Tuesday, April 22, 2008

Chris and Erica's Big Adventure




Back in the fall I was feeling old. It struck me that at one point in my adult life I had been pretty adventurous. I had given myself an eighteenth birthday present of a jump out of an airplane. I had joined the Peace Corps and lived in Yemen for two years, pretty much on a whim. I had moved to Montana with no connections, no job, no place to live and all of my worldly possessions on the back seat and in the trunk of my 1970 Plymouth Valiant named Fuad. Erica and I had decided to get married just a few months after we met, and we spent our honeymoon camping around Portugal for six weeks.
But back in the fall I was having a real hard time thinking of the most recent thing I had done that could be categorized as even remotely adventurous. I was feeling a hole in my life and I was able to identify that hole as the place where I used to take risks and be spontaneous. But rather than being empty, as I looked more closely inside I could see that my spontaneity had been squeezed out and replaced molecule by molecule and cell by cell by Financial and Parental Responsibility. It was very much like the process of fossilization experienced by trilobites many millions of years ago.

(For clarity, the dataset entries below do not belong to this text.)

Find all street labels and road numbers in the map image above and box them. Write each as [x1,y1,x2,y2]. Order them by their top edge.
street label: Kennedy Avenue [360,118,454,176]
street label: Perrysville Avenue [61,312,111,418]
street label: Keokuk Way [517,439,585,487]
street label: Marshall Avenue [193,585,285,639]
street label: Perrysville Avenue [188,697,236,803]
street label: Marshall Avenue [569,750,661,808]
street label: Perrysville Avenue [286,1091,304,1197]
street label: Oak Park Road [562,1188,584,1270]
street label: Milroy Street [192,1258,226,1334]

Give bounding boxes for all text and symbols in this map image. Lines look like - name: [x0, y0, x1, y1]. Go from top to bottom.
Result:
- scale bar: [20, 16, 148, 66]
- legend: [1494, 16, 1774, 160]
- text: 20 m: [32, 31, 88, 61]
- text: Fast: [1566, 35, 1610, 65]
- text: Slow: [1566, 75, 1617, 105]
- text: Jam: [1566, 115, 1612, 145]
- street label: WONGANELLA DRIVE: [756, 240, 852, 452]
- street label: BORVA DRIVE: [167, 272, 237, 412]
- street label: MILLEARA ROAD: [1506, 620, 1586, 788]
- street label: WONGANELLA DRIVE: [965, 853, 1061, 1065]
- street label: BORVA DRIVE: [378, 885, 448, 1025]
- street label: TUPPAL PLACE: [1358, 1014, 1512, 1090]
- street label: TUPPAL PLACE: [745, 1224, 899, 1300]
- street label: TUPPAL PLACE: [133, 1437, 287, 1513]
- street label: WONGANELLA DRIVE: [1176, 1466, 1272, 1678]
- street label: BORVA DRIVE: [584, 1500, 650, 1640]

Not wanting to be a living fossil, but also not wanting to be the cliché 42 year-old man who adds excitement to his life by buying a sports car or taking on a younger mistress, I began to cast about for something I could do to address my need to continue to believe that I am an adventurous and spontaneous human. One thing I did was commit myself to saying “YES” more often instead of simply and reflexively rejecting any unscheduled opportunities that came up in the course of my days. And then it just came to me that I should ask Erica to come to Paris with me. Neither of us had ever been there and it would make a statement to me and to her that the man she fell in love with is still here, UNfossilized and ready to try something new.
Before I even asked her, I called my parents in Delaware to see if they would take our daughter for the Spring Break week in April while we were in Paris. My mom was up for it, so I went ahead and asked Erica and she was thrilled. We got a couple of guide books and started to think about what to see, where to stay, and what to do with the five short days we would have in Paris.
We didn’t buy the airplane tickets in September because they were very expensive. We figured the costs would drop as the time got closer.
We were wrong about that. In fact, ticket prices continued to go up AND the dollar slipped into freefall against the franc. When February got here we had to decide just how much we were willing to spend on regaining some of the spontaneous spark in our lives. After a long, hard look at ticket prices, hotel costs, and exchange rates, we made the hard decision to forego Paris THIS time.
Instead, we kept the part of the plan that involved leaving Isabel with my parents and replaced five romantic days in Paris with five romantic days in our Ford Windstar van, roadtripping somewhere in the Eastern half of North America.
Last week finally arrived and we dropped Isabel in Delaware and drove away, atlas in hand and a plan just starting to form. Our week turned out to be a great one. We saw nine states and drove 2100 miles down to the Great Smoky Mountain National Park and back. We played much of the trip by ear and had a wonderful time. It was good to be reminded of the beauty of being open to the possibilities any day presents. It was also eye-opening how much I missed my daughter. I think Erica and I had a harder time with the separation than she did. But we all three survived and now trips like this are much more likely to happen again in the future.
It became clear to me on this trip that I had been both a willing and an unwilling participant in my own loss of spontaneity and adventurousness. Some things do have to change when you take on a child and a mortgage, but not everything. It was really great to be reminded by the stunningly purple flowering trees in Virginia, the vibrantly yellow chest and crystal song of a meadowlark in a field in Tennessee, and the sudden rain shower on (and IN) our tent in North Carolina that being open to experience can make life richer. It is not a lesson I intend to forget again. And we didn’t even need to leave this time zone, let alone this continent, to have a real romantic getaway.
Now we are back in Connecticut, back at work, and back to parenting, but most decidedly NOT back to the rut I had worn into my life. Now that I have remembered to stick my head up and look around, there is no way I am going to willingly resume my trudge deeper into predictable middle age.